Dil-berün pîrâye-i hüsni ruh-ı gül-rengidür Âşıkun ser-mâye-i kârı sirişk-i lâle-gûn

Pençesin meydân-ı istignâda kimse burmadı

Kuvvet-i bâzû-yı aşkun itdi Yahyâ'yı zebûn (G.263/1,2,3,5)

Edebiyatımızda çok sık kullanılan mazmunlardan biri de “pervane-şem” ikilisidir. Şair, bunu gazelin geneline yayarak armoniyi yakalamıştır. Pervane ile nar-ı aşk, şem, hüsn, cihan kelimeleri arasında bir ilgi söz konusudur:

Pervâne gibi yanmayıcak nâr-ı aşka ten Ol şem`-i hüsne vasl olımazsın cihânda sen

Sâgar da yandı üstine pervâneveş anun Gice surâhî olmuş idi şem`-i encümen

Pervânedür ki bâl ü perin yakdı âteşe Şem`-i ruhunda hâlün eyâ serv-i sîm-ten

Şevk-i ruhunla şem`-i şeb-ârâdur kamer Pervâne her taraf ana encüm felek legen

Yahyâ'yı yaksa nâr-ı elem yâre gam degül

Pervâ ne şem`e derd ile pervâne yanmadan ( G.264/1,2,3,4,5)

Meclisin vazgeçilmez benzetme unsuru “gül” sözcüğü sık sık yinelenmiştir.

Hûblar zânû-be-zânû câm-ı zerrîn der-miyân Bir gül-i sad-bergdür gûyâ o bezm-i dilsitân

Gül dizüp zerrîn kadeh etrâfına bir kâsede Eyledi erbâb-ı meclis zîynet-i bezm-i cihân

Sahn-ı gülzâre virüp revnak gül-i ra`nâ ile Çevresin rengîn gül-i zîbâ tonatmış bâgbân

Gül gül itdi `ârız-ı hûbânı Yahyâ tâb-ı mey

Oldı şem-i meclis-ârâ her taraf pertev-resân ( G.286/1,2,3,5)
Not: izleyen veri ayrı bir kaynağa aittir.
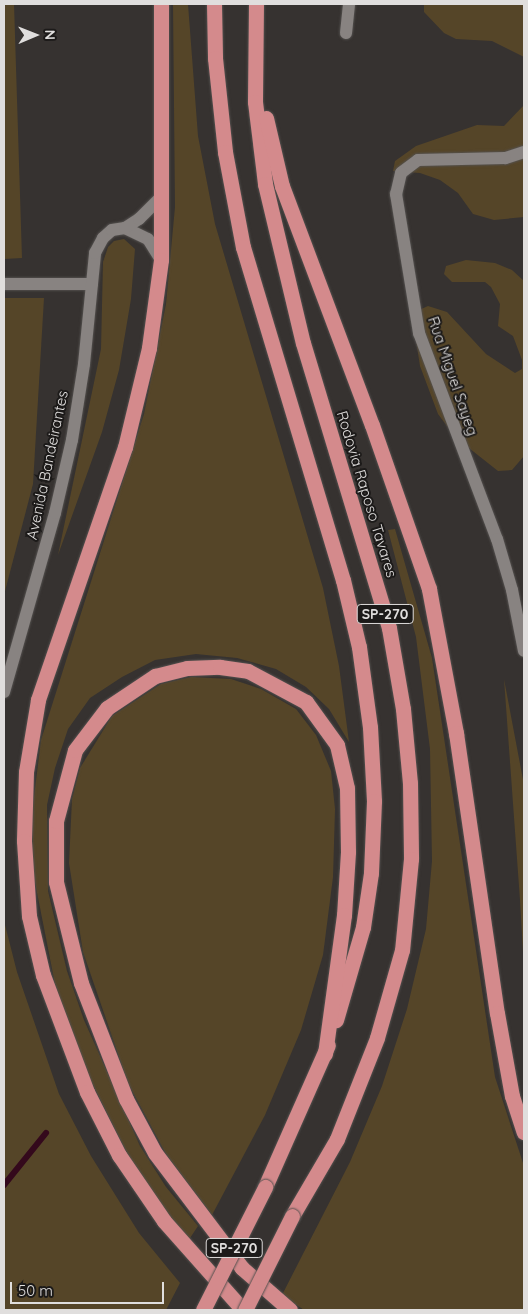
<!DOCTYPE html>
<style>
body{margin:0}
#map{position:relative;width:528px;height:1314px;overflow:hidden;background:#363230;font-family:Quicksand,sans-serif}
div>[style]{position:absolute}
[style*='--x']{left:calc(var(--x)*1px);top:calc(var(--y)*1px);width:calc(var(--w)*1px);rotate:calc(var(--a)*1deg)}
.green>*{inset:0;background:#554528}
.stream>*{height:6px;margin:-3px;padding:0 3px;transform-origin:3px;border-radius:3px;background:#34091c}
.roads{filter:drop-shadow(0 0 1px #54514f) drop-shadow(0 0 1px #54514f)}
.minor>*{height:12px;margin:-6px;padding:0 6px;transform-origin:6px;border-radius:6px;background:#888381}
.highway>*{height:15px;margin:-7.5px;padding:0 7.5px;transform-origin:7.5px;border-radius:7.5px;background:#d48a8c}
.bridges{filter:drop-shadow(0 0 1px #54514f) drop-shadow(0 0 1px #54514f)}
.highway-bridge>*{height:15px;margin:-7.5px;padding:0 7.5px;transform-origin:7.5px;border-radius:7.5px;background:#d48a8c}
span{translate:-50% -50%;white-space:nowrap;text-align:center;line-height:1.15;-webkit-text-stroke:4px #1c1a19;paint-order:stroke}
.shield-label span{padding:1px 4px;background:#1c1a19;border:1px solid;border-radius:4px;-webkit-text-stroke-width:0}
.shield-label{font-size:14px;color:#e0dedd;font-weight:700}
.street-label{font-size:15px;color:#e0dedd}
.frame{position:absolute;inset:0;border:5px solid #e0dedd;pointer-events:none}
.north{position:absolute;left:10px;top:10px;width:50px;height:50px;-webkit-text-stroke:4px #1c1a19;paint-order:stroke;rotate:89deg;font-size:14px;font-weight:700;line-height:20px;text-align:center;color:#e0dedd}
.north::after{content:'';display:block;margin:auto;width:18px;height:22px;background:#e0dedd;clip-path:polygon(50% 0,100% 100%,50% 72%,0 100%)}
.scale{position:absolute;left:10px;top:1282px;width:154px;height:22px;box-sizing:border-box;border:2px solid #e0dedd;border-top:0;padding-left:6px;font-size:15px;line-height:18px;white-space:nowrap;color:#e0dedd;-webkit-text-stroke:4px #1c1a19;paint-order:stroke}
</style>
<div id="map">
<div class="green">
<i style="clip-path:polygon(4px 4px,14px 4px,22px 258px,4px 259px)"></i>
<i style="clip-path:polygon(173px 4px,188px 4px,198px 136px,215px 224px,323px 588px,339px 666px,349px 742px,329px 709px,306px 687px,276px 669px,237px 658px,196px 654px,155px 660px,122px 677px,90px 698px,68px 729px,55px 768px,47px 805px,48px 891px,67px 971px,84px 1020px,140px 1146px,166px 1187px,198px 1226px,188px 1241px,136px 1171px,90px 1079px,55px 984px,32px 867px,33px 805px,41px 740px,144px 414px,166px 304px,175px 207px)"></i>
<i style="clip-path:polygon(424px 4px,524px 4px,524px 57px,492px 41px,456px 39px,444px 33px,424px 12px)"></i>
<i style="clip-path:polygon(524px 105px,524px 217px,494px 220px,473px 214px,458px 193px,440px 180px,420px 173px,393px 171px,395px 161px,416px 146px,477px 125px,504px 126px)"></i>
<i style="clip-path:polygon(124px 239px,135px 249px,131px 299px,119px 370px,102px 432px,58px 555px,101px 349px,103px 262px,108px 247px,114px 241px)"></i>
<i style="clip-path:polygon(466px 260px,495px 263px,512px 270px,524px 281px,524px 456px,512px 470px,498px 471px,455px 437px,438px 414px,420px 366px,414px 328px,417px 311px,428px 306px,447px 312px,486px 354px,515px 373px,522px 369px,522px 360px,513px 336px,498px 326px,500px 304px,491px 287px,485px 282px,452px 282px,444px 274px,446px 266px)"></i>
<i style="clip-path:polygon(4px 298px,44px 298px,33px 484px,4px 595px)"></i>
<i style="clip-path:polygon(395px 529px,432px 658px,495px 1077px,524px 1166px,524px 1310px,304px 1310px,282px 1295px,350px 1162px,382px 1086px,407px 1009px,426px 929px,432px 861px,430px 749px,416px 637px,388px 530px)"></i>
<i style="clip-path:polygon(191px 677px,231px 679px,261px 689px,296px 709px,316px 735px,331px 771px,335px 809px,333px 877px,323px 955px,301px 1030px,265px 1115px,212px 1215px,166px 1154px,128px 1083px,83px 952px,69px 863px,72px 799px,80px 768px,112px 716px,161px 684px)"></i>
<i style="clip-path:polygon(504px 679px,524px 785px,524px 970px,520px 900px)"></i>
<i style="clip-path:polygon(4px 921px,17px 972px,59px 1094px,91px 1156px,139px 1233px,180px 1283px,166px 1310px,4px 1310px)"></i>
</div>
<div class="stream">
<i style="--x:4;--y:1185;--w:67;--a:-51.1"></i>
</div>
<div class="roads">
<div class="minor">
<i style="--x:346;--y:33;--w:29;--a:-84"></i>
<i style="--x:524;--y:152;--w:20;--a:162"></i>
<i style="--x:505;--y:158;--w:87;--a:178.7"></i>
<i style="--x:418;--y:160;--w:21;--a:143"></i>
<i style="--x:401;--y:173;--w:22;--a:103"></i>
<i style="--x:396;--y:194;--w:141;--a:80.6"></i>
<i style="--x:419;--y:333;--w:220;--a:69.3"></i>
<i style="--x:497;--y:539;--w:53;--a:73.6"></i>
<i style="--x:512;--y:590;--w:62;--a:78.9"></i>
<i style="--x:125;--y:228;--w:25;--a:26"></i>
<i style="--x:148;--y:239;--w:25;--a:58"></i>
<i style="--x:4;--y:284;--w:88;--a:0"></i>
<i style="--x:4;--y:692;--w:186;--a:-74.1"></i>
<i style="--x:55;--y:513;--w:75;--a:-76.9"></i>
<i style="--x:72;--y:440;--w:77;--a:-81"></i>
<i style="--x:84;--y:364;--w:112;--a:-84.3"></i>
<i style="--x:95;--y:253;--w:17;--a:-62"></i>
<i style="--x:103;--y:238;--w:12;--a:-42"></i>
<i style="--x:112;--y:230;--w:13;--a:-9"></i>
<i style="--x:125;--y:228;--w:17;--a:-33"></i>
<i style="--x:139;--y:219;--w:33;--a:-45"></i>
</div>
<div class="highway">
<i style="--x:161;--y:4;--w:256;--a:90"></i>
<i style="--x:161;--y:260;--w:89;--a:97.8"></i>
<i style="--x:149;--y:348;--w:102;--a:103.6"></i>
<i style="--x:125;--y:447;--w:268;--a:109"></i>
<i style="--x:38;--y:700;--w:73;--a:99.5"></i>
<i style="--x:26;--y:772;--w:69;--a:91.7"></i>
<i style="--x:24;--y:841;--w:75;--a:86.2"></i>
<i style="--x:29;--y:916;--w:61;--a:76.7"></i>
<i style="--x:43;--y:975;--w:125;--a:69.4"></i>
<i style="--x:87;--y:1092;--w:71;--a:63.1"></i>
<i style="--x:119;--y:1155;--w:80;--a:55.7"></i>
<i style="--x:164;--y:1221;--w:119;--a:48.4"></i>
<i style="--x:214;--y:4;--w:54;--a:88.9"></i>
<i style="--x:215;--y:58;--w:95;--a:83.9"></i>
<i style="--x:225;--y:152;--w:97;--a:79.3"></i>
<i style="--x:243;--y:247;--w:348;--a:73.3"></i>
<i style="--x:343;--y:580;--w:69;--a:76.6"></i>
<i style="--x:359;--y:647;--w:81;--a:82.2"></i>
<i style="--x:370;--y:727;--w:74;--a:86.9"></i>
<i style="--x:374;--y:801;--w:72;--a:92.4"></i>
<i style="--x:371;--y:873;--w:55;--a:98.4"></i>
<i style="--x:363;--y:927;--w:97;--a:106.2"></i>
<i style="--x:256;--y:4;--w:98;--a:90.6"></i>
<i style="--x:255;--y:102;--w:83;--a:83"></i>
<i style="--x:265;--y:184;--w:163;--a:76.6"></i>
<i style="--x:303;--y:343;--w:298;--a:73.2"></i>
<i style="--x:389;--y:628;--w:82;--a:80.2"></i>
<i style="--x:403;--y:709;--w:74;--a:84.6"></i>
<i style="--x:410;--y:783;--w:76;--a:89.2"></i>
<i style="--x:411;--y:859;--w:91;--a:95.6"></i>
<i style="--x:402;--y:950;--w:91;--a:105.9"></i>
<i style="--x:377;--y:1038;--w:109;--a:111.6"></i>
<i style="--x:337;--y:1139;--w:89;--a:120.3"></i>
<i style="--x:266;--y:118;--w:70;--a:76.8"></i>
<i style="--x:282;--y:186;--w:255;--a:69.4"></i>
<i style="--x:372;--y:425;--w:174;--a:70.8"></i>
<i style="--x:429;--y:589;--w:147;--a:79.4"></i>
<i style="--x:456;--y:733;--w:283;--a:81.7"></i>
<i style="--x:497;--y:1013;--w:84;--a:79.8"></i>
<i style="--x:512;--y:1096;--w:38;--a:72"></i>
<i style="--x:265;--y:1187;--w:155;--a:-66.1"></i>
<i style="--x:290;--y:1310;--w:64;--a:-138.8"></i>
<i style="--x:242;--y:1268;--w:144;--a:-127.1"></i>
<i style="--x:155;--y:1153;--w:61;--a:-118.2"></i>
<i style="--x:126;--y:1099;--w:124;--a:-111.2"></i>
<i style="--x:81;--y:983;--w:104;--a:-103.9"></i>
<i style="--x:56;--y:882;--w:61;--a:-90"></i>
<i style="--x:56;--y:821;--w:73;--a:-75"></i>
<i style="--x:75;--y:750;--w:53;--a:-52.7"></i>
<i style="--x:107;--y:708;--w:58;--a:-33.7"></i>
<i style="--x:155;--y:676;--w:33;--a:-14"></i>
<i style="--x:187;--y:668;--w:33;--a:-2"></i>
<i style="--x:220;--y:667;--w:28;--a:8"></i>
<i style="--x:248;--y:671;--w:66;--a:28.1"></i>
<i style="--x:306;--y:702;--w:53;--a:54.2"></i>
<i style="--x:337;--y:745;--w:44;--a:76.9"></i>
<i style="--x:347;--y:788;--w:64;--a:89.1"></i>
<i style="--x:348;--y:852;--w:63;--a:93.6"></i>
<i style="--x:344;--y:915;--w:140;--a:97.8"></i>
</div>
</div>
<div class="bridges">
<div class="highway-bridge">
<i style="--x:203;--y:1310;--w:138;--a:-63.2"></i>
<i style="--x:245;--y:1310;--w:105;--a:-63.4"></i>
</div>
</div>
<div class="shield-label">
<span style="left:385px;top:614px">SP-270</span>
<span style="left:234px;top:1248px">SP-270</span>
</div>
<div class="street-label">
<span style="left:453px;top:376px;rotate:71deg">Rua Miguel Sayeg</span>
<span style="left:47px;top:465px;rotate:-78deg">Avenida Bandeirantes</span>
<span style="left:367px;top:494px;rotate:73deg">Rodovia Raposo Tavares</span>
</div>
<div class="frame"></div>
<div class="north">N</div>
<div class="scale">50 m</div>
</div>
“ney” bir sema ve Mevlevî göstergesidir. Burada “ney-sema-âşık” uyumu ahenkle anlatılmaktadır. “nây” kelimesinde bulunan “n, y” sesleri gazelin tamamında aliterasyon oluşturmaktadır. İkinci beyitte Mevlevilerin dönüşündeki ahenk ile ilkbahar rüzgarının yaprakları döndürmesi arasındaki ilgi dikkat çekmektedir:

Sarîr-i bâb-ı cennetdür nevâ-yı nây `uşşâka Semâ` itsün sadâ-yı feth irişdi cân-ı müştâka

Dönerler mevlevîler `aşkdan nây urdıgınca dem Nesîm-i nev-bahâr esdikce gerdân olan evrâka

Feleklerde meleklerde semâ` itmez mi kalmışdur `Aceb âvâze saldı nây-ı Mevlânâ bu nüh tâka

Gönül bâgını hurrem itdi ey ney tîb-i enfâsun Yayıldı nefha-i bâd-ı bahârî gibi âfâka

Cihânda nâydan hiç kimse incinmiş midür Yahyâ

Derûn hâli gerekmiş gayrdan tehzîb-i ahlâka ( G.353/1,2,3,4,5)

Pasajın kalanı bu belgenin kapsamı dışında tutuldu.